Monaco-Matin

UN DOCUMENTAI­RE, PAS LE TAPIS ROUGE

Christophe Rocancourt est à Cannes, où un documentai­re, réalisé par David Serero lui est consacré. Mais celui que les médias ont souvent surnommé « l’escroc des stars » (il s’en défend) ne montera pas sur le tapis rouge. Il s’en explique.

- ALEXANDRE CARINI acarini@nicematin.fr

On le découvre tapi dans l’angle mort d’un restaurant proche du Palais des Festivals, lunettes fumées sur le nez. Presque engoncé dans une veste molletonné­e, qui cadre mal avec la températur­e. Comme ça, quasi-incognito Christophe Rocancourt.

Une performanc­e, tant sa « gueule » parle à tout le monde. Y compris le FBI ou Interpol. Certes, le voilà de nouveau sur la Croisette. Mais pas question, comme en 2008 aux bras du mannequin Naomi Campbell, de monter les marches en vedette.
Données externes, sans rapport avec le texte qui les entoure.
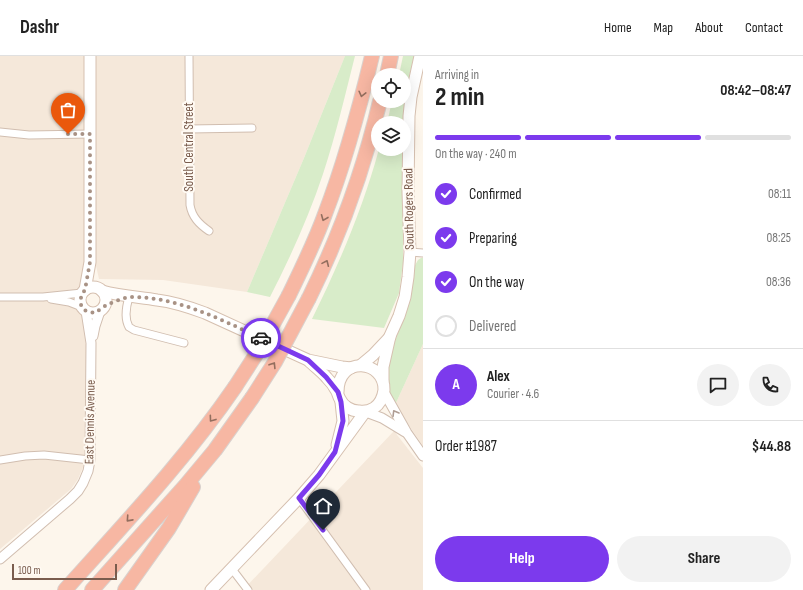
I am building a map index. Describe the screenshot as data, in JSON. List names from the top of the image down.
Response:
{
  "streets": {
    "main road": ["South Rogers Road"],
    "street": ["South Central Street", "East Dennis Avenue"]
  },
  "scale_bar": "100 m",
  "page": {
    "header": "Dashr",
    "nav": [
      "Home",
      "Map",
      "About",
      "Contact"
    ],
    "heading": ["2 min", "Arriving in", "08:42–08:47"],
    "panel": [
      "Alex",
      "Courier · 4.6",
      "Order #1987",
      "$44.88"
    ],
    "bar": "On the way · 240 m",
    "list": [
      ["Confirmed", "08:11"],
      ["Preparing", "08:25"],
      ["On the way", "08:36"],
      "Delivered"
    ],
    "round": "A",
    "buttons": ["Help", "Share"],
    "scale": "100 m"
  }
}
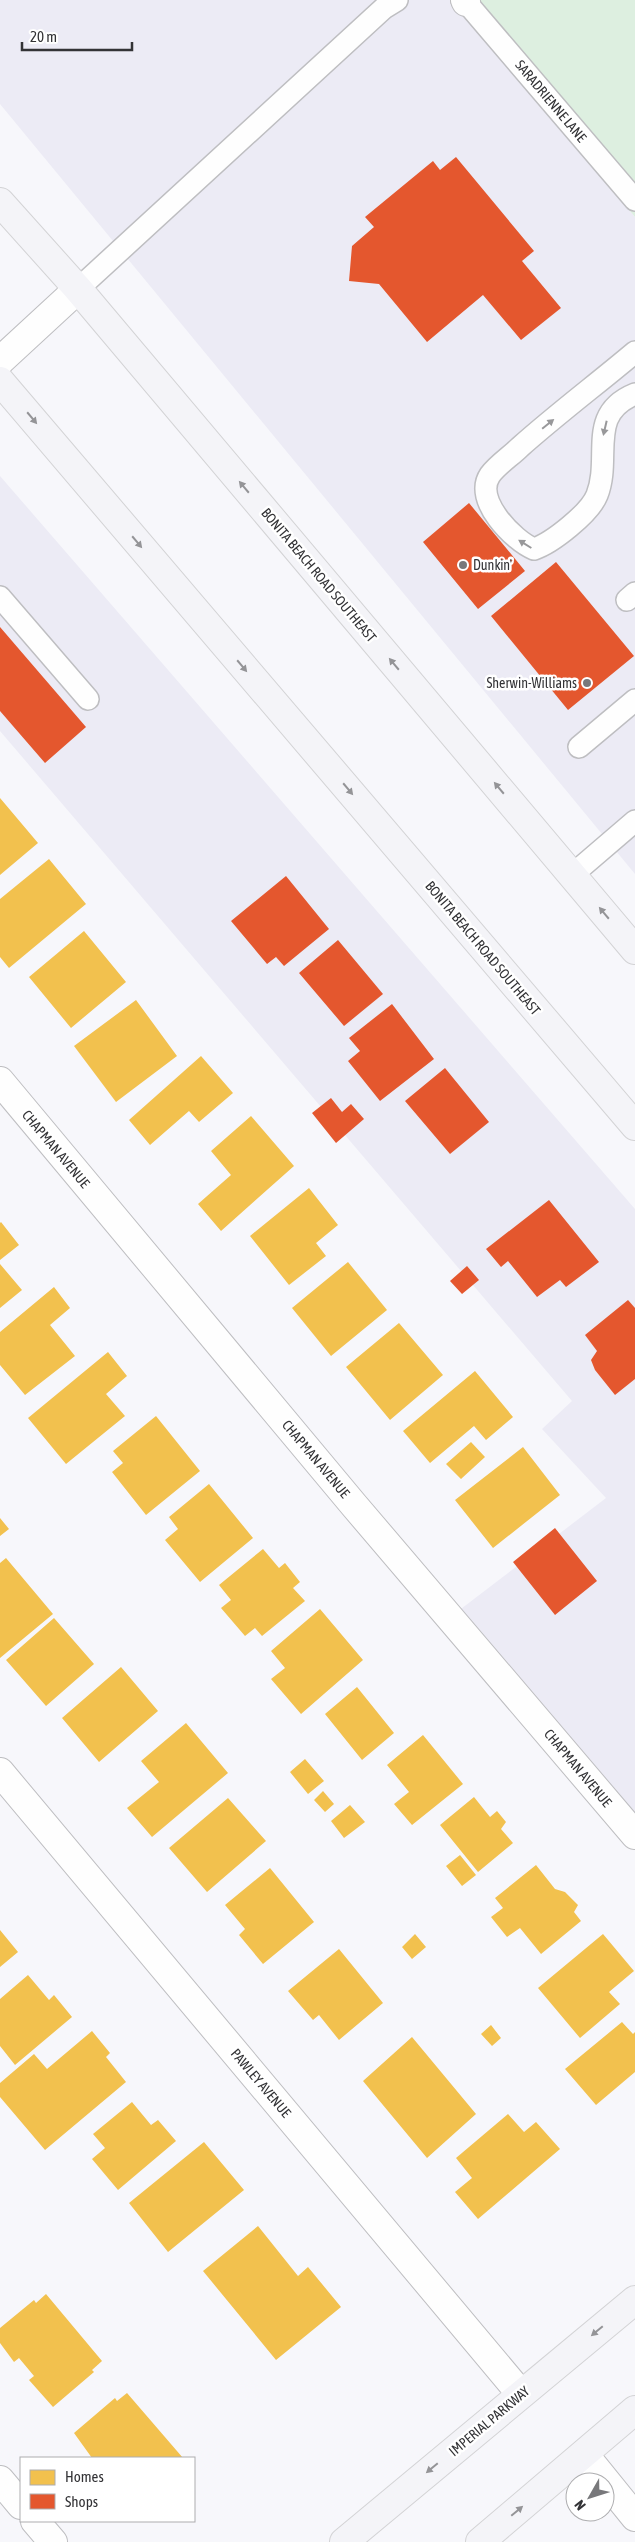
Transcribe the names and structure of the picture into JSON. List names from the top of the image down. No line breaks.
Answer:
{"streets":{"main road":["BONITA BEACH ROAD SOUTHEAST","IMPERIAL PARKWAY"],"street":["CHAPMAN AVENUE","PAWLEY AVENUE"],"lane":["SARADRIENNE LANE"]},"crossings":[["PAWLEY AVENUE","IMPERIAL PARKWAY"]],"places":["Dunkin'","Sherwin-Williams"],"legend":["Homes","Shops"],"scale_bar":"20 m","north":"bottom left"}
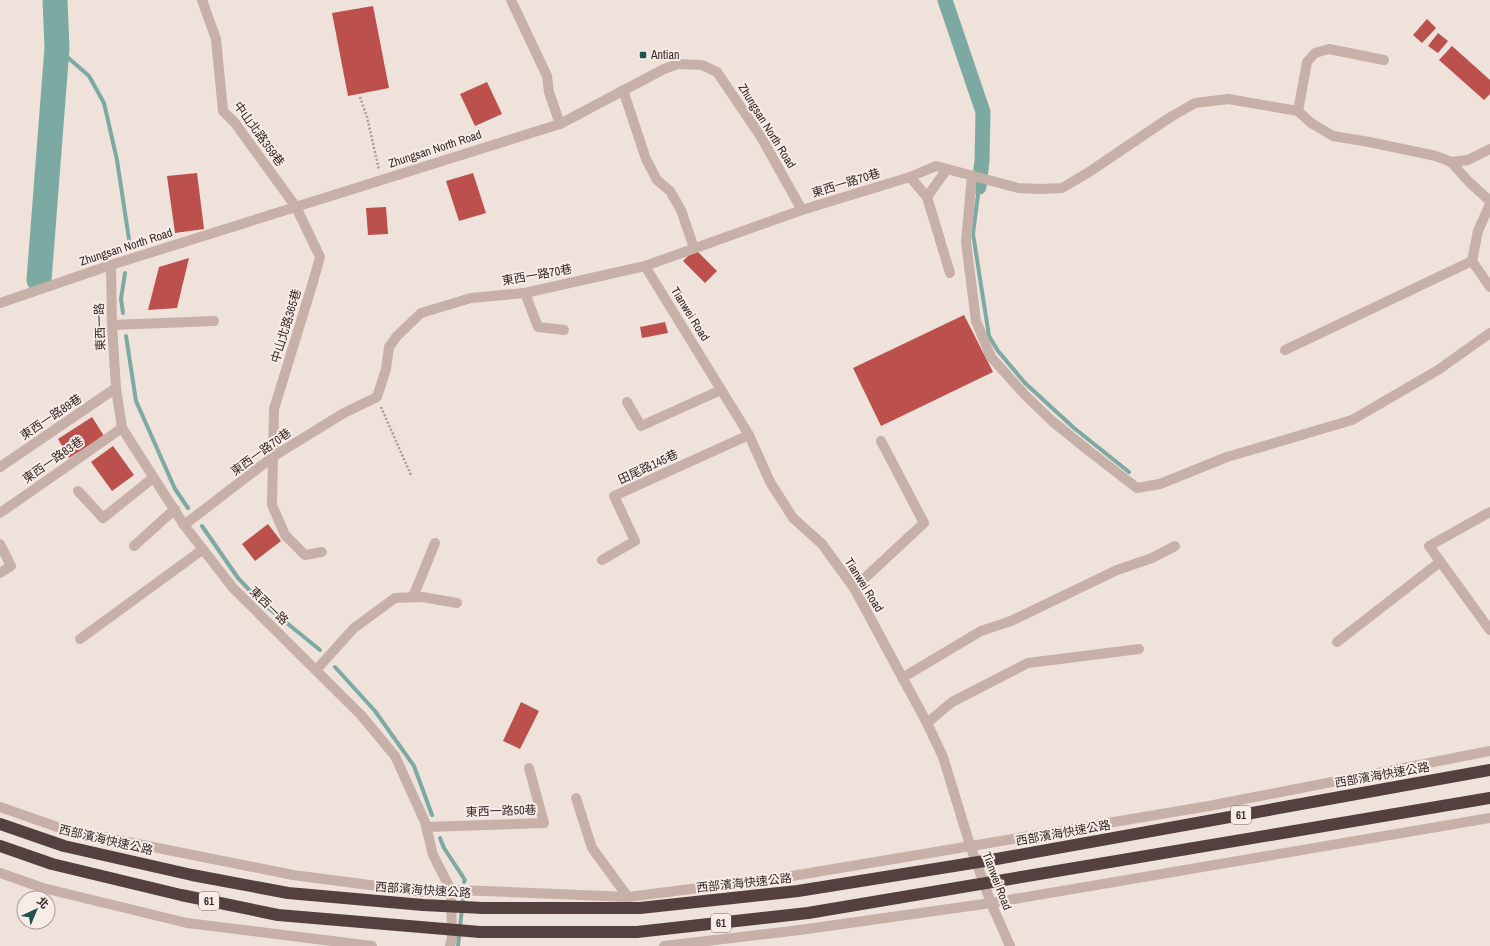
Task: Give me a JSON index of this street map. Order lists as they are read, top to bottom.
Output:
{
  "streets": {
    "highway": ["西部濱海快速公路", "61"],
    "street": [
      "Zhungsan North Road",
      "中山北路359巷",
      "東西一路70巷",
      "Tianwei Road",
      "中山北路365巷",
      "東西一路",
      "東西一路89巷",
      "東西一路83巷",
      "田尾路145巷",
      "東西一路50巷"
    ]
  },
  "crossings": [
    ["Zhungsan North Road", "中山北路359巷"],
    ["Zhungsan North Road", "東西一路70巷"],
    ["Zhungsan North Road", "中山北路365巷"],
    ["Zhungsan North Road", "東西一路"],
    ["中山北路359巷", "中山北路365巷"],
    ["東西一路70巷", "Tianwei Road"],
    ["東西一路70巷", "中山北路365巷"],
    ["東西一路70巷", "東西一路"],
    ["Tianwei Road", "田尾路145巷"],
    ["東西一路", "東西一路89巷"],
    ["東西一路", "東西一路83巷"],
    ["東西一路", "東西一路50巷"]
  ],
  "places": {
    "transit": ["Antian"]
  },
  "north": "top right"
}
Non, cette fois, Christophe se fait discret, malgré le documentai­re qui lui est consacré ce dimanche au Festival. Un film signé David Serero, tout simplement intitulé « Rocancourt ». « C’est presque un nom commun, maintenant ! rigole l’intéressé. Mais je suis là avant tout par solidarité pour David, car tout ça, je n’en ai plus envie. La lumière, aujourd’hui, je m’en tape. Je préfère la solitude et le silence. »

De palaces en prison

Lorsqu’on tape son nom sur un moteur de recherche, « escroc » continue de s’y accoler aussitôt. Une forme d’injustice, pense celui qui estime avoir payé sa dette. Et revendique le droit à l’oubli, si ce n’est au pardon. Surtout lorsque certains confrères le surnomment encore « l’escroc des stars ».

« Heureuseme­nt, aujourd’hui, beaucoup me disent aussi Monsieur Rocancourt, et ça devient même gênant pour ceux qui utilisent encore cette expression. Sur mon casier judiciaire, certes chargé, je n’ai aucune condamnati­on pour ça. Les stars, moi, je les fréquentai­s… » Cette époque, dans les années 1990, où le jeune Christophe, fils d’un docker et d’une prostituée séparés, passé de fugue en foyer durant son enfance pauvrissim­e, décide de fuir la capitale pour échapper à des ennuis judiciaire­s. Il s’y fera un nom en en usurpant certains (Rockefelle­r, De Laurentiis, van Hoven…). Fréquente le gratin mondain de Los Angeles, tel un petit diable parmi les « anges ». Arnaques auprès de personnes richissime­s en leur vendant des biens ou en leur prêtant de l’argent qu’il ne possédait pas, malgré un sacré train de vie. Jusqu’à la cavale, fatale, et la case prison. Sa notoriété, il l’a d’abord vécue cloîtré, sous haute sécurité.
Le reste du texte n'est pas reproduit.